*Required action*.
Nothing is to be altered; the data must be repeated exactly.

======== Supplied entries ========

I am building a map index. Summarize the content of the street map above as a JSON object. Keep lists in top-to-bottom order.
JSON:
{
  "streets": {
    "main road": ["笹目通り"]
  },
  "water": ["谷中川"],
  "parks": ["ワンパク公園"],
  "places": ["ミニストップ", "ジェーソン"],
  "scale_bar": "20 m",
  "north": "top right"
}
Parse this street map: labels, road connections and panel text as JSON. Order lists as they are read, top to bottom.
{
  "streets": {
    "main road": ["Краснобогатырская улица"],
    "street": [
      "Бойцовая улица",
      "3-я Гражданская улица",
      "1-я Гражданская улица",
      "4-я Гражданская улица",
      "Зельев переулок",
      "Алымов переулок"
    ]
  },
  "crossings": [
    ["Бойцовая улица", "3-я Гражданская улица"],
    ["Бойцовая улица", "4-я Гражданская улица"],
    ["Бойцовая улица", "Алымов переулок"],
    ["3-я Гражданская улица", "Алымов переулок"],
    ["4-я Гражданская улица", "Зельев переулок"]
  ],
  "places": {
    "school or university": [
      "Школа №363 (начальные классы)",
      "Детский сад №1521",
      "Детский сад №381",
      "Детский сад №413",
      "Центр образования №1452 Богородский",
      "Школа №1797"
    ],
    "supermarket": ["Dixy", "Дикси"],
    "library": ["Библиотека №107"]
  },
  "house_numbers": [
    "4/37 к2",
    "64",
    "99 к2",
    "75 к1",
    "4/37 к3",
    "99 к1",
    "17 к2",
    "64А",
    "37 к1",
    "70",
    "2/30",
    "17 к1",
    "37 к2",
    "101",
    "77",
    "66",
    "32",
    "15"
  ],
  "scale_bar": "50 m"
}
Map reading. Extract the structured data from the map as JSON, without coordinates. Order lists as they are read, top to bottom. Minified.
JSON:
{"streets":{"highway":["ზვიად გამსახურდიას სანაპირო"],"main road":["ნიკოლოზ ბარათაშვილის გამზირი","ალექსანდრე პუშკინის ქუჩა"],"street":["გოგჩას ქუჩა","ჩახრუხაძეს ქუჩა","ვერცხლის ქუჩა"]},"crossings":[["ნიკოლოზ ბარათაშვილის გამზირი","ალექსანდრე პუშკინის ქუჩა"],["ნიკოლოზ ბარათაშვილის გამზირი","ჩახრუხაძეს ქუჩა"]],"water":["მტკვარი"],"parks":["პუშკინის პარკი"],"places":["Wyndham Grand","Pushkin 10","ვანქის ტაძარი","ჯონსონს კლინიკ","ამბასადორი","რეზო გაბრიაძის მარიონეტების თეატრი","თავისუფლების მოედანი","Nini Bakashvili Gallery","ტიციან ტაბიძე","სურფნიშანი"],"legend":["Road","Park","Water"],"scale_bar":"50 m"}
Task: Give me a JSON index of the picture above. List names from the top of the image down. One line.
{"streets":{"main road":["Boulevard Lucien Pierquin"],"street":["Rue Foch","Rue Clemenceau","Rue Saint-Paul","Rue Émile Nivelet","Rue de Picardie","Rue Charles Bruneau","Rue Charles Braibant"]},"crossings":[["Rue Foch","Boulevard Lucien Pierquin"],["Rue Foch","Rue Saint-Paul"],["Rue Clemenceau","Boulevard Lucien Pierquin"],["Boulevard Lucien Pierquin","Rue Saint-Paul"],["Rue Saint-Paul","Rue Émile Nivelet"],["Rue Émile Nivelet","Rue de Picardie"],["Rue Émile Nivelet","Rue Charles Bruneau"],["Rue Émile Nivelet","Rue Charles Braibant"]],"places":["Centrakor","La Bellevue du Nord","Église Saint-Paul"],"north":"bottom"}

========

*The answer*.
I am building a map index. Summarize the content of the street map above as a JSON object. Keep lists in top-to-bottom order.
JSON:
{
  "streets": {
    "main road": ["笹目通り"]
  },
  "water": ["谷中川"],
  "parks": ["ワンパク公園"],
  "places": ["ミニストップ", "ジェーソン"],
  "scale_bar": "20 m",
  "north": "top right"
}
Parse this street map: labels, road connections and panel text as JSON. Order lists as they are read, top to bottom.
{
  "streets": {
    "main road": ["Краснобогатырская улица"],
    "street": [
      "Бойцовая улица",
      "3-я Гражданская улица",
      "1-я Гражданская улица",
      "4-я Гражданская улица",
      "Зельев переулок",
      "Алымов переулок"
    ]
  },
  "crossings": [
    ["Бойцовая улица", "3-я Гражданская улица"],
    ["Бойцовая улица", "4-я Гражданская улица"],
    ["Бойцовая улица", "Алымов переулок"],
    ["3-я Гражданская улица", "Алымов переулок"],
    ["4-я Гражданская улица", "Зельев переулок"]
  ],
  "places": {
    "school or university": [
      "Школа №363 (начальные классы)",
      "Детский сад №1521",
      "Детский сад №381",
      "Детский сад №413",
      "Центр образования №1452 Богородский",
      "Школа №1797"
    ],
    "supermarket": ["Dixy", "Дикси"],
    "library": ["Библиотека №107"]
  },
  "house_numbers": [
    "4/37 к2",
    "64",
    "99 к2",
    "75 к1",
    "4/37 к3",
    "99 к1",
    "17 к2",
    "64А",
    "37 к1",
    "70",
    "2/30",
    "17 к1",
    "37 к2",
    "101",
    "77",
    "66",
    "32",
    "15"
  ],
  "scale_bar": "50 m"
}
Map reading. Extract the structured data from the map as JSON, without coordinates. Order lists as they are read, top to bottom. Minified.
JSON:
{"streets":{"highway":["ზვიად გამსახურდიას სანაპირო"],"main road":["ნიკოლოზ ბარათაშვილის გამზირი","ალექსანდრე პუშკინის ქუჩა"],"street":["გოგჩას ქუჩა","ჩახრუხაძეს ქუჩა","ვერცხლის ქუჩა"]},"crossings":[["ნიკოლოზ ბარათაშვილის გამზირი","ალექსანდრე პუშკინის ქუჩა"],["ნიკოლოზ ბარათაშვილის გამზირი","ჩახრუხაძეს ქუჩა"]],"water":["მტკვარი"],"parks":["პუშკინის პარკი"],"places":["Wyndham Grand","Pushkin 10","ვანქის ტაძარი","ჯონსონს კლინიკ","ამბასადორი","რეზო გაბრიაძის მარიონეტების თეატრი","თავისუფლების მოედანი","Nini Bakashvili Gallery","ტიციან ტაბიძე","სურფნიშანი"],"legend":["Road","Park","Water"],"scale_bar":"50 m"}
Task: Give me a JSON index of the picture above. List names from the top of the image down. One line.
{"streets":{"main road":["Boulevard Lucien Pierquin"],"street":["Rue Foch","Rue Clemenceau","Rue Saint-Paul","Rue Émile Nivelet","Rue de Picardie","Rue Charles Bruneau","Rue Charles Braibant"]},"crossings":[["Rue Foch","Boulevard Lucien Pierquin"],["Rue Foch","Rue Saint-Paul"],["Rue Clemenceau","Boulevard Lucien Pierquin"],["Boulevard Lucien Pierquin","Rue Saint-Paul"],["Rue Saint-Paul","Rue Émile Nivelet"],["Rue Émile Nivelet","Rue de Picardie"],["Rue Émile Nivelet","Rue Charles Bruneau"],["Rue Émile Nivelet","Rue Charles Braibant"]],"places":["Centrakor","La Bellevue du Nord","Église Saint-Paul"],"north":"bottom"}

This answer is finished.